Poussée notable des mariages entre personnes de même sexe à Marseille

Poussée notable des mariages entre personnes de même sexe à Marseille

À Marseille, en 2014, selon les données recueillies dans les huit mairies de secteur, ils auront été 172 couples homosexuels à se passer la bague au doigt devant un élu de la majorité ou de l’opposition. Le chiffre est modeste ? Oui, mais en progression comme le rapporte laprovence.com ! En effet, les unions entre personnes de même sexe représentent désormais 5,61 % des mariages enregistrés dans la cité phocéenne, contre 4 % en 2013, année de la promulgation du mariage gay et lesbien.

mariagesgaysUne progression qui, estime Philippe Nurcia, responsable du collectif Identités, diversités, égalité, Méditerranée (Idem), « montre que le mariage gay est entré dans les moeurs. « L’application concrète de cette loi a permis une meilleure appréciation de l’homosexualité », embraye-t-il. « J’ai assisté à une cérémonie à la mairie du 6e-8e, célébrée par une élue qui n’a pas caché son opposition lors de la discussion parlementaire. Mais elle a ensuite dit que maintenant que cela existe, elle était enchantée de célébrer une noce qui ressemble à toutes les autres : les mêmes familles dans la salle, les mêmes voisins, les mêmes relations d’amitié… Et ça, c’est un antidote à tous les préjugés. »

Avec quelques bémols locaux, toutefois : si la deuxième ville de France réalise un « score » supérieur de 1,47 % à la moyenne nationale (4,14 % ), elle reste dans le bas du classement des grandes villes, loin, en tout cas, de la capitale (13 % de mariage gays célébrés en 2014), mais aussi de Nice (8,2 %), Rennes (10,7 %), Bordeaux (10,2 %) ou Nantes (10,1 %). Pour ces trois villes, les chiffres datent de 2013.

Ce décalage est-il lié à une moindre tolérance de l’homosexualité en terre phocéenne ?

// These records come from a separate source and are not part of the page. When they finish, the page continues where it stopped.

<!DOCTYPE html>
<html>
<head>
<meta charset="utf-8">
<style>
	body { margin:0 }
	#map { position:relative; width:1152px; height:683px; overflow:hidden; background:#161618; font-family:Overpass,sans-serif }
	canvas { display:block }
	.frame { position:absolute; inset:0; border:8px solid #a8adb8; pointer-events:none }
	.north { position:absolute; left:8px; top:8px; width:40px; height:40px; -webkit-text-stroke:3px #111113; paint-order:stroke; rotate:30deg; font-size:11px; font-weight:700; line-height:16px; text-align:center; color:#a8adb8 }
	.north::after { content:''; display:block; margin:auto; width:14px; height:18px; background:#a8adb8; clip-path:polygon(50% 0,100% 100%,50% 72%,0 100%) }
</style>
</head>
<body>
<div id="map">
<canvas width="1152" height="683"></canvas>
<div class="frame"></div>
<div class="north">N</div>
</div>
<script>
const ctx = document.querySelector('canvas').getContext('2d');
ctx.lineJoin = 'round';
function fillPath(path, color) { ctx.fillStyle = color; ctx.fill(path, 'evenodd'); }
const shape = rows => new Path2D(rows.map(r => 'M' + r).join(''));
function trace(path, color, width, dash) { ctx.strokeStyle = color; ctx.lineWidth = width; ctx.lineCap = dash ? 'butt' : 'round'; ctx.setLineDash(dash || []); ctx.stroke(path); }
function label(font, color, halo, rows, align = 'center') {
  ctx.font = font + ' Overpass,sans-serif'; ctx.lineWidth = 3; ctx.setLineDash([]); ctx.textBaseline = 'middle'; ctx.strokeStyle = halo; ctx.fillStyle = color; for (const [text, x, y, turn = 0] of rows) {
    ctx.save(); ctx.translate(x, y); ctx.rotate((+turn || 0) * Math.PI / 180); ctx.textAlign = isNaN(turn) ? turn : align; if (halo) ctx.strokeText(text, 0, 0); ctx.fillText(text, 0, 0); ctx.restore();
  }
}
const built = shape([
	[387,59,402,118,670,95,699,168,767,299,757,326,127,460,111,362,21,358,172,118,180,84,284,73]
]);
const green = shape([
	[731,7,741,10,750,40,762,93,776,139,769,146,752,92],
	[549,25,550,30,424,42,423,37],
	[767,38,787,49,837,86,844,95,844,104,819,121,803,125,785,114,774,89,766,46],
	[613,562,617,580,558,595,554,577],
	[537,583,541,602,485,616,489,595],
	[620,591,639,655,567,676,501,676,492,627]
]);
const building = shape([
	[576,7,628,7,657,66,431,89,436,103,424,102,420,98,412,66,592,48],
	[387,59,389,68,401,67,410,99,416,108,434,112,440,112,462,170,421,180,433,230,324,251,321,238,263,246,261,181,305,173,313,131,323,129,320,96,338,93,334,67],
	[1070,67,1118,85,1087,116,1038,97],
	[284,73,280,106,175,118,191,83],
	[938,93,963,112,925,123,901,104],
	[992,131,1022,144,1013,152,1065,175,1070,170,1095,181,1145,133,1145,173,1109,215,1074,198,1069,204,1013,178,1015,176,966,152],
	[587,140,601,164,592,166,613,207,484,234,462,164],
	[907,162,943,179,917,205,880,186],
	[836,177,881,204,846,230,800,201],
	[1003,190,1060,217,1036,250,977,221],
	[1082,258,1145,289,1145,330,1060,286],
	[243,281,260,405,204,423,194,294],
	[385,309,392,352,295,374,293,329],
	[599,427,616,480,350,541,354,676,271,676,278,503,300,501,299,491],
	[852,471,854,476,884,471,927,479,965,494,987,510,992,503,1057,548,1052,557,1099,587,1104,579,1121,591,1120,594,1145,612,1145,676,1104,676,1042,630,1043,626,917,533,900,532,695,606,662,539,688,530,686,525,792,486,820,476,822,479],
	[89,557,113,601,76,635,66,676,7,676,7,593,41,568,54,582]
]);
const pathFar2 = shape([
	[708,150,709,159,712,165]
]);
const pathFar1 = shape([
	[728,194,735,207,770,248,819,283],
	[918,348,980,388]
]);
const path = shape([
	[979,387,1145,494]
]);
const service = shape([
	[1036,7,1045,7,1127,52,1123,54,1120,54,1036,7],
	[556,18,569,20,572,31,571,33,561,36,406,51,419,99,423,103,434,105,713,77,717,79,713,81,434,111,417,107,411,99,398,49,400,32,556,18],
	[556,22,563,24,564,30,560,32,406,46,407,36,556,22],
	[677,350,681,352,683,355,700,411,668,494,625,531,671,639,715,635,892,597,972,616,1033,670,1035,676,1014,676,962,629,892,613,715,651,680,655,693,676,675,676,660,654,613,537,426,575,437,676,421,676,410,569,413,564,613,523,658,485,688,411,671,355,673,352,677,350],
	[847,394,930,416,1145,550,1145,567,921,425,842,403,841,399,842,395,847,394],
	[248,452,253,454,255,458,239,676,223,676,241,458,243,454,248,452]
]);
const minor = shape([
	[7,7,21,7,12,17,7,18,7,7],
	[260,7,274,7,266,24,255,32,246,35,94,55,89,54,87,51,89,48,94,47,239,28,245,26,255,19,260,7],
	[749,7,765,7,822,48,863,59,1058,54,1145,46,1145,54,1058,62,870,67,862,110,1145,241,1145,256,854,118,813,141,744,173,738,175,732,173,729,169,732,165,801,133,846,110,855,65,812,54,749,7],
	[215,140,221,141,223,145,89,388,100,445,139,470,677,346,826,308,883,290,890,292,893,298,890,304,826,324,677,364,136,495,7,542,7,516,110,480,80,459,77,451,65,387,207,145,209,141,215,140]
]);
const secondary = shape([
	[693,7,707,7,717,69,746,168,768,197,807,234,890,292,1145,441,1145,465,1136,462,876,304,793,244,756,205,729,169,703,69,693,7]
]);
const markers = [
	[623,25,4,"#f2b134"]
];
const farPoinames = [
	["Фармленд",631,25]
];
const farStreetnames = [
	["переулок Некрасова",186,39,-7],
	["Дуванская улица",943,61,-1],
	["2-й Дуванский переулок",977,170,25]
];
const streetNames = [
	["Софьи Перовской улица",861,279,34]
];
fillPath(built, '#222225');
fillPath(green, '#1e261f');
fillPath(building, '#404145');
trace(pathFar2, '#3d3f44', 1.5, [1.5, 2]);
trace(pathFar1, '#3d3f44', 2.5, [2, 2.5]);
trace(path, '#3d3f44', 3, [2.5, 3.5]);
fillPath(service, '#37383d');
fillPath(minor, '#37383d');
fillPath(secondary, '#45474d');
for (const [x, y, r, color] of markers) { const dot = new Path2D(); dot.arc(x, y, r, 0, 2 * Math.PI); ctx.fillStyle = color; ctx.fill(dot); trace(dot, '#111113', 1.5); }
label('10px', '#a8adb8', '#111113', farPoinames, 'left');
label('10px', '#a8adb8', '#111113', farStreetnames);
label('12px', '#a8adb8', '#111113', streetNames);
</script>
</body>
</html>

« Je ne crois pas en cette interprétation », tranche Philippe Nurcia. Et d’expliciter : « On a remarqué que les couples qui se mariaient en France avaient très majoritairement autour de la cinquantaine. Un âge où l’on se pose peu la question de l’acceptation par une ville ou l’entourage. C’est au contraire un choix très réfléchi. Je crois qu’il y a plusieurs autre hypothèses : l’âge de la population, la géographie ou le statut socioprofessionnel des populations. Étant entendu que, par principe, le mariage demande une forme d’assise financière ».

Un des facteurs qui expliquerait, en moindre mesure, les différences observées entre les secteurs les plus aisées (4e-5e ; 6e-8e), ceux où les unions sont également les plus élevés, et les plus précaires (1e-7e ; 2e-3e ; 15e-16e), accueillant moins de cérémonies. Bien que l’exemple du confortable 11e-12e (9 mariages gay seulement sur 333) plaide dans le sens inverse.

Les associations pro gay et lesbien remarquent, en s’en félicitant, à l’instar de Philippe Nurcia que « la mobilisation contre le mariage pour tous semble au creux de la vague. Et c’est sûrement le résultat de cette égalité de droits devant la loi, qui a permis de rendre visibles et donc mieux acceptées des unions qui étaient invisibles. »


L’affaire

C’est le seul incident sérieux relevé depuis l’application du mariage homosexuel dans la cité phocéenne. En août dernier, Sabrina Hout, élue du 15e-16e déléguée à la Famille, qui devait célébrer l’union entre deux femmes d’une cinquantaine d’années, avait fait faux bond à la dernière minute en expliquant « se sentir mal« , laissant ainsi la responsabilité de la cérémonie à un autre édile non habilité.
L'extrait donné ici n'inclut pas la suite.